_Dataset entries_.
- Opening Delimiter -
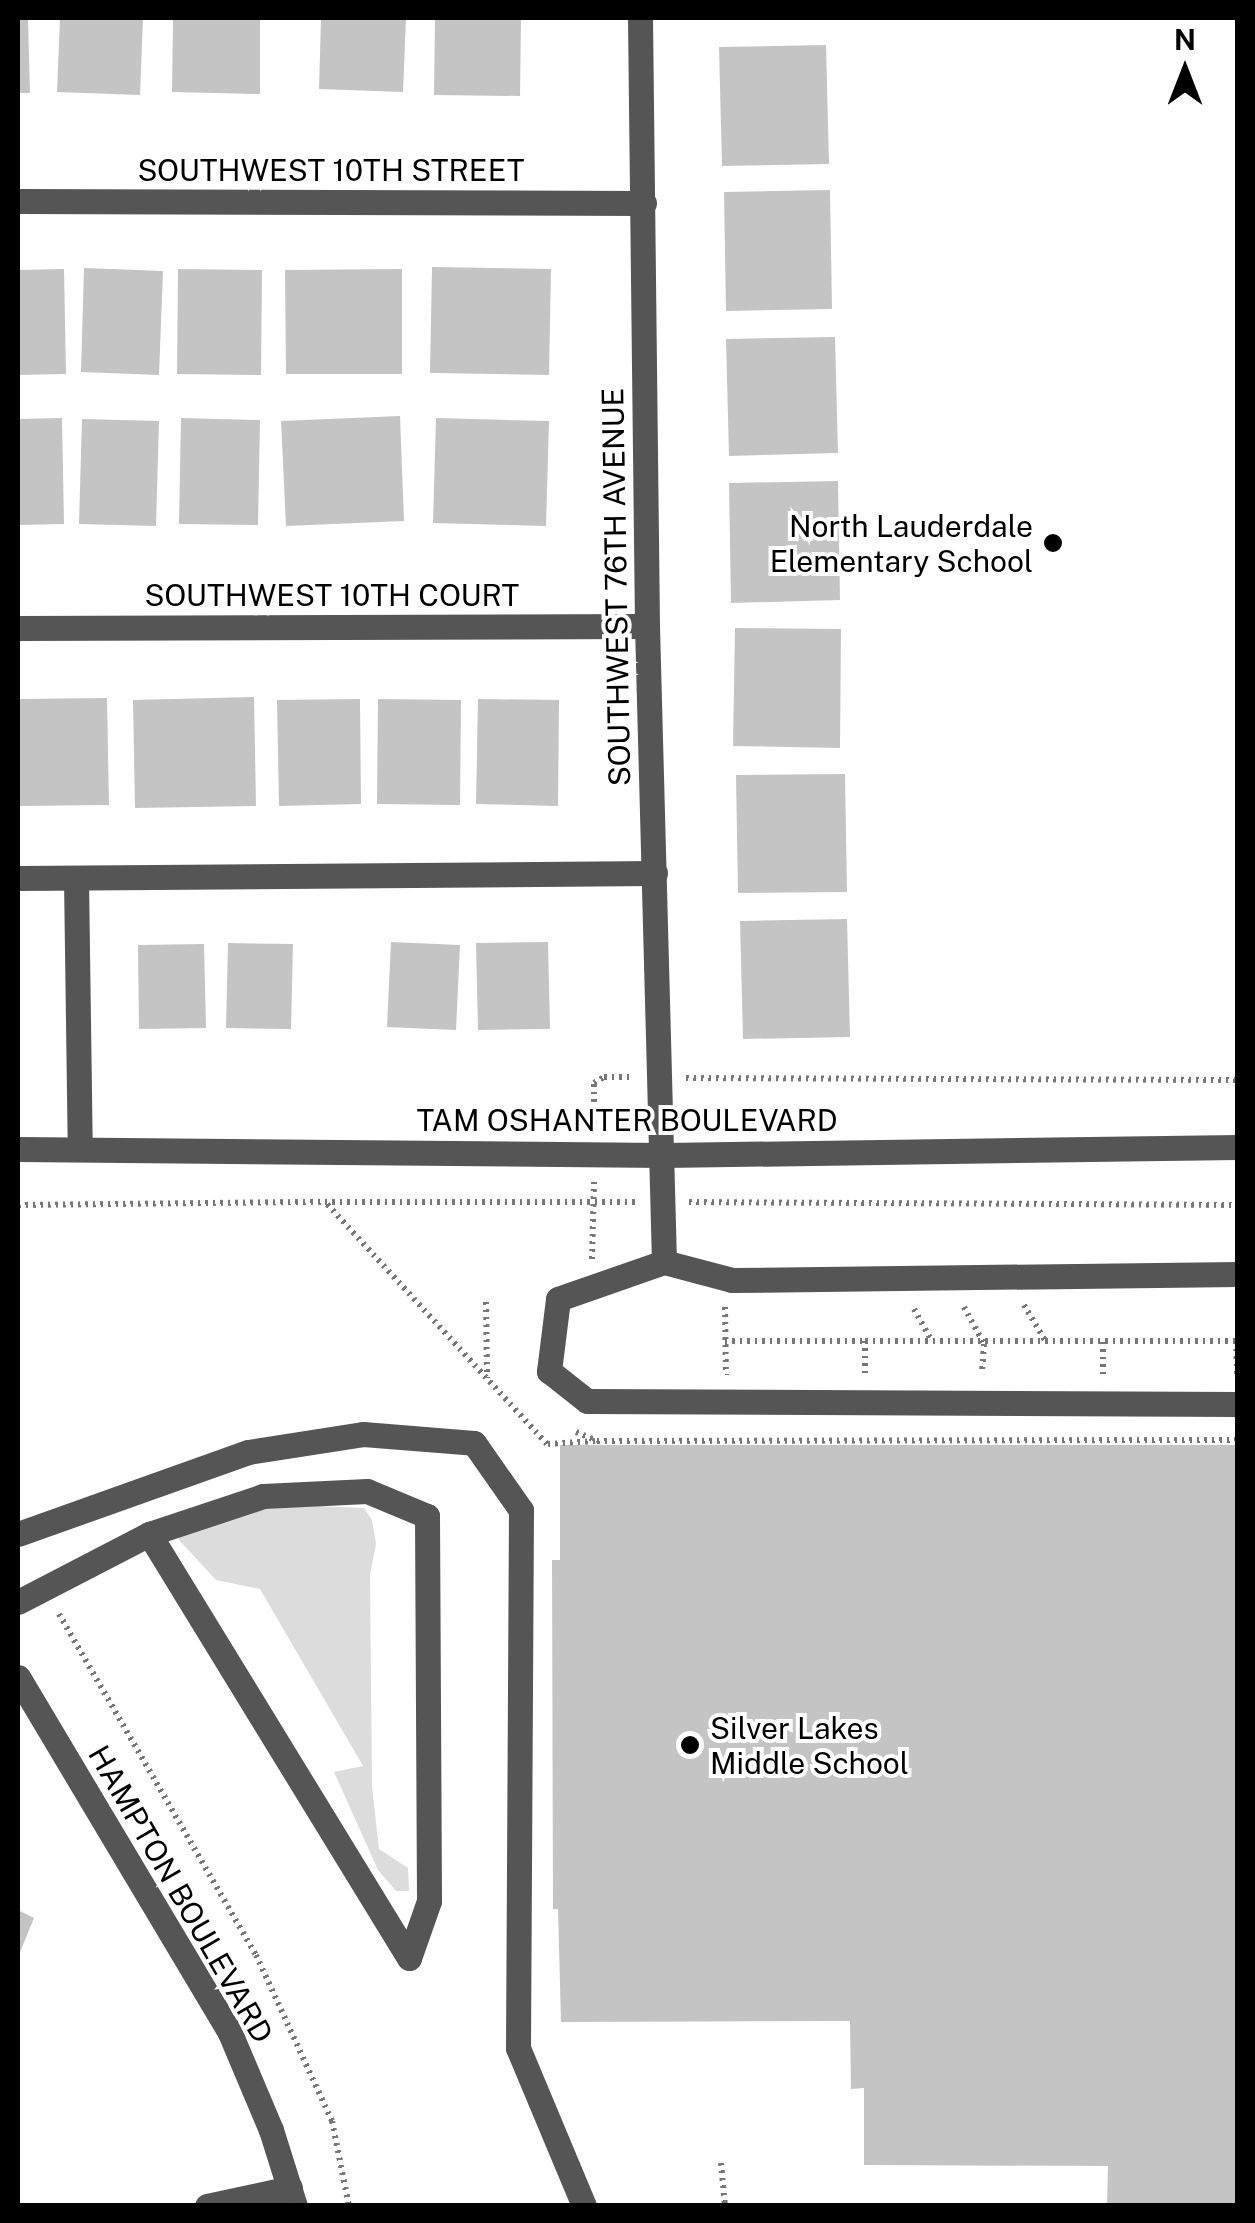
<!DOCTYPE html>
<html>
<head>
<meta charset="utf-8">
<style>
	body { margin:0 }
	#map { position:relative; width:1255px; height:2223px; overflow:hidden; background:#fff; font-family:"Public Sans",sans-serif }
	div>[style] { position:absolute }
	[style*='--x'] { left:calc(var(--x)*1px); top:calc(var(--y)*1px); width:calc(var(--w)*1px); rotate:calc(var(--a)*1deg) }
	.green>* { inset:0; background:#dcdcdc }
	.building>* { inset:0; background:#c4c4c4 }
	.path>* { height:6px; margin-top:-3px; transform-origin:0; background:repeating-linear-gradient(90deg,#777 0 2.5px,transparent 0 7.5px) }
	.minor>* { height:25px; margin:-12.5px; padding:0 12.5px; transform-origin:12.5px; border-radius:12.5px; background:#555 }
	.dots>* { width:28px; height:28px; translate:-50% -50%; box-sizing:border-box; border:5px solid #fff; border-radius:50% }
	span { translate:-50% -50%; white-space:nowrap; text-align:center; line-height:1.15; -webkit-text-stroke:8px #fff; paint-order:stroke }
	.street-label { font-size:30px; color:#000 }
	.poi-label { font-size:30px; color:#000 }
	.right { translate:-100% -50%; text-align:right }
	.left { translate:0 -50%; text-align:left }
	.frame { position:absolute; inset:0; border:20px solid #000; pointer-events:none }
	.north { position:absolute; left:1135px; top:20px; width:100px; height:100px; -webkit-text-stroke:8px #fff; paint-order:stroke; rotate:0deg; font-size:28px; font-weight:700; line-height:40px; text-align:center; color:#000 }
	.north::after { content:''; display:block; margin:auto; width:35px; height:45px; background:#000; clip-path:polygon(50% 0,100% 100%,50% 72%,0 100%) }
</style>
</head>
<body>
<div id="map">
	<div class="green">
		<i style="clip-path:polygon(293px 1505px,364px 1508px,372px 1520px,376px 1544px,370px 1575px,372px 1786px,379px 1849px,408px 1868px,409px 1891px,396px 1891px,378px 1870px,334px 1772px,363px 1766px,260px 1589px,216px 1580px,179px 1540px,178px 1532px,235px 1514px)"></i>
	</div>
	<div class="building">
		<i style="clip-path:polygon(18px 18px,28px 18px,30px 93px,18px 93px)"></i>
		<i style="clip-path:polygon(60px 18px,143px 18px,140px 95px,57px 92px)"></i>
		<i style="clip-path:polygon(173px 18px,260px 18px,260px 94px,172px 92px)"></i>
		<i style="clip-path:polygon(321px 18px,406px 18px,403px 92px,319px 89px)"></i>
		<i style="clip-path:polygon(435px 18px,521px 18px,520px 96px,434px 95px)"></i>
		<i style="clip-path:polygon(826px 45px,829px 164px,722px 166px,719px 47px)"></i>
		<i style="clip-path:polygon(830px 190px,832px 309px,726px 311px,724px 192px)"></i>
		<i style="clip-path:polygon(432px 267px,551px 269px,549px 375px,430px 373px)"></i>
		<i style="clip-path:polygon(84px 268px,163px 271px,159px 375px,81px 372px)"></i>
		<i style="clip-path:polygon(64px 269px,66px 374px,18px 375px,18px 270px)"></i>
		<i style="clip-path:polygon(178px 269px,262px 270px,261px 375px,177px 374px)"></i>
		<i style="clip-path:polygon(402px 269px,402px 374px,286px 374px,285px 270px)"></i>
		<i style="clip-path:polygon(835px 337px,838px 453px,729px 456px,726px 339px)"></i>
		<i style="clip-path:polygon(400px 416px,404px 521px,286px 526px,281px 421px)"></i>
		<i style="clip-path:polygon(62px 418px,64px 524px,18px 525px,18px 419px)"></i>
		<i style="clip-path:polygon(181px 418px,260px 420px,258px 525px,179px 524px)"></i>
		<i style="clip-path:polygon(436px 418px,549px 421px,546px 526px,433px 523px)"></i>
		<i style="clip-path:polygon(82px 419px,159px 421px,156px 526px,79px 524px)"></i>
		<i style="clip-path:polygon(838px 481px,840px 600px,731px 603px,729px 483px)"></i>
		<i style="clip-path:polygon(735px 628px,841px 629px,840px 748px,733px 746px)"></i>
		<i style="clip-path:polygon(254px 697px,256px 806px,135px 808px,133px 700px)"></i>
		<i style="clip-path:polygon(107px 698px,109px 805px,18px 806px,18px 699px)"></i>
		<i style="clip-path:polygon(360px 699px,361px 804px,279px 806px,277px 700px)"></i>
		<i style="clip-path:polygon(378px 699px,461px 700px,460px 805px,377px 804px)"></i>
		<i style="clip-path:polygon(478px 699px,559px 700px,558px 806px,476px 804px)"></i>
		<i style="clip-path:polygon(845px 774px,847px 892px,738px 893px,736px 775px)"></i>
		<i style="clip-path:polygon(847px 919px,850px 1037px,743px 1039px,740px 921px)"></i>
		<i style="clip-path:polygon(391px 942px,460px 945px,456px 1030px,387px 1027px)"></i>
		<i style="clip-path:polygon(548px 942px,550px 1029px,478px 1030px,476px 943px)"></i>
		<i style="clip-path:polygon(228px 943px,293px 944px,291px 1029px,226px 1028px)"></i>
		<i style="clip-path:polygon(204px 944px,206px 1028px,139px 1029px,138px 945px)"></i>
		<i style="clip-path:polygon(560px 1445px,1238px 1445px,1238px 2206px,1107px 2206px,1108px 2166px,864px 2165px,864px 2088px,851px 2089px,850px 2021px,561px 2022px,558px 1909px,553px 1909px,552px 1560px,560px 1560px)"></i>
		<i style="clip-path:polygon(18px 1910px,34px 1918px,18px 1957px)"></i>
	</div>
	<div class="path">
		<i style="--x:686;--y:1078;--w:552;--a:0.21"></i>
		<i style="--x:594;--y:1124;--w:41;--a:-90"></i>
		<i style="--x:594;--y:1083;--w:12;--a:-31"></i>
		<i style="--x:604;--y:1077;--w:29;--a:0"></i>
		<i style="--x:689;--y:1202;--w:549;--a:0.31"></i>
		<i style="--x:18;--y:1205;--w:307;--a:-0.6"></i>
		<i style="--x:592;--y:1259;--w:77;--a:-88.5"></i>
		<i style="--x:486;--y:1302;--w:76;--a:89.2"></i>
		<i style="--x:1024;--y:1305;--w:43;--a:59.3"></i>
		<i style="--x:725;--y:1307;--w:68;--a:89.2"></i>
		<i style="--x:964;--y:1307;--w:42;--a:61.6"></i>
		<i style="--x:984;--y:1344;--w:30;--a:94"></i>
		<i style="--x:914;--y:1309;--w:37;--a:61"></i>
		<i style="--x:725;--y:1341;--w:140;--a:0"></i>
		<i style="--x:865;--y:1341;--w:34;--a:90"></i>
		<i style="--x:865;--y:1341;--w:373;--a:0"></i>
		<i style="--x:1236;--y:1341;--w:33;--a:88"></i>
		<i style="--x:1103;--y:1342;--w:34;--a:90"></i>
		<i style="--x:576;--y:1432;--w:23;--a:23"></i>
		<i style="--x:597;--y:1441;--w:641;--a:-0.09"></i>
		<i style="--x:595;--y:1441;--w:48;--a:176.4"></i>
		<i style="--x:547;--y:1444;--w:328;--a:-132.5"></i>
		<i style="--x:325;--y:1202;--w:311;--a:0"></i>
		<i style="--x:59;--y:1614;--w:394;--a:60"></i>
		<i style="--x:256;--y:1955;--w:183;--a:65.4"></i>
		<i style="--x:332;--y:2121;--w:87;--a:78.7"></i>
		<i style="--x:721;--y:2163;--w:43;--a:84.7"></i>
	</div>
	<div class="minor">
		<i style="--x:640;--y:18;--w:608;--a:89.34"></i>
		<i style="--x:647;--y:626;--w:636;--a:88.47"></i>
		<i style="--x:664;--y:1262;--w:112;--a:160.8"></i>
		<i style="--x:558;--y:1299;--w:73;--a:97.1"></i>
		<i style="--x:549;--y:1371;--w:48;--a:38.3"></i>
		<i style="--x:587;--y:1401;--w:651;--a:0.26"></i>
		<i style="--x:18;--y:201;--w:626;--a:0.18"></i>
		<i style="--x:18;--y:628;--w:629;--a:-0.18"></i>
		<i style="--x:18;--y:878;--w:637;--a:-0.45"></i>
		<i style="--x:76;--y:878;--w:271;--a:89.2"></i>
		<i style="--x:18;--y:1149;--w:646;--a:0.53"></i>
		<i style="--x:664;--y:1155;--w:574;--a:-0.8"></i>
		<i style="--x:664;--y:1262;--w:70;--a:14.8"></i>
		<i style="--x:732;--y:1280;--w:506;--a:-0.68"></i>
		<i style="--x:18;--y:1534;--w:244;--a:-19.6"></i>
		<i style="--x:248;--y:1452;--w:116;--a:-8.9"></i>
		<i style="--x:363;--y:1434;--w:111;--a:4.6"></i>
		<i style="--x:474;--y:1443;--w:82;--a:55"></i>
		<i style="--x:521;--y:1510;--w:538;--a:90.32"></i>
		<i style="--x:518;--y:2048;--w:171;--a:67.3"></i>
		<i style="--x:18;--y:1602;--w:148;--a:-27.4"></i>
		<i style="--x:149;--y:1534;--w:120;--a:-18.4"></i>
		<i style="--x:263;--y:1496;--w:104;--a:-2.8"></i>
		<i style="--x:367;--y:1491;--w:65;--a:22.6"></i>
		<i style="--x:427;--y:1516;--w:385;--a:89.7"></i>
		<i style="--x:429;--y:1901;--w:60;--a:109.3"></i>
		<i style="--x:409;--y:1958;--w:497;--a:-121.5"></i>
		<i style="--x:18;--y:1677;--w:414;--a:59.2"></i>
		<i style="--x:230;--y:2033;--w:105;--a:67.1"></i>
		<i style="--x:271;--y:2130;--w:80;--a:72.5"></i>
		<i style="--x:207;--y:2206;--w:85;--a:-12.2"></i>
	</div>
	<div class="dots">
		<i style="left:1053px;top:543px;background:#000"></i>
		<i style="left:690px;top:1745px;background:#000"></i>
	</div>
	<div class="street-label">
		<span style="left:331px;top:170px">SOUTHWEST 10TH STREET</span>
		<span style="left:616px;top:587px;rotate:-91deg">SOUTHWEST 76TH AVENUE</span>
		<span style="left:332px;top:595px">SOUTHWEST 10TH COURT</span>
		<span style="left:627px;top:1120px">TAM OSHANTER BOULEVARD</span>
		<span style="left:181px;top:1894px;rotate:60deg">HAMPTON BOULEVARD</span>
	</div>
	<div class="poi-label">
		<span class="right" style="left:1033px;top:543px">North Lauderdale<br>Elementary School</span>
		<span class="left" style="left:710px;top:1745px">Silver Lakes<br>Middle School</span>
	</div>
	<div class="frame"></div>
	<div class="north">N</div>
</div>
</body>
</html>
- Closing Delimiter -
_TASK BRIEF_.
Give back exactly the lines from the top of the records to the line containing "translate:-100% -50%; text-align:right", both included, and no pictures.

_TASK RESPONSE_.
<!DOCTYPE html>
<html>
<head>
<meta charset="utf-8">
<style>
	body { margin:0 }
	#map { position:relative; width:1255px; height:2223px; overflow:hidden; background:#fff; font-family:"Public Sans",sans-serif }
	div>[style] { position:absolute }
	[style*='--x'] { left:calc(var(--x)*1px); top:calc(var(--y)*1px); width:calc(var(--w)*1px); rotate:calc(var(--a)*1deg) }
	.green>* { inset:0; background:#dcdcdc }
	.building>* { inset:0; background:#c4c4c4 }
	.path>* { height:6px; margin-top:-3px; transform-origin:0; background:repeating-linear-gradient(90deg,#777 0 2.5px,transparent 0 7.5px) }
	.minor>* { height:25px; margin:-12.5px; padding:0 12.5px; transform-origin:12.5px; border-radius:12.5px; background:#555 }
	.dots>* { width:28px; height:28px; translate:-50% -50%; box-sizing:border-box; border:5px solid #fff; border-radius:50% }
	span { translate:-50% -50%; white-space:nowrap; text-align:center; line-height:1.15; -webkit-text-stroke:8px #fff; paint-order:stroke }
	.street-label { font-size:30px; color:#000 }
	.poi-label { font-size:30px; color:#000 }
	.right { translate:-100% -50%; text-align:right }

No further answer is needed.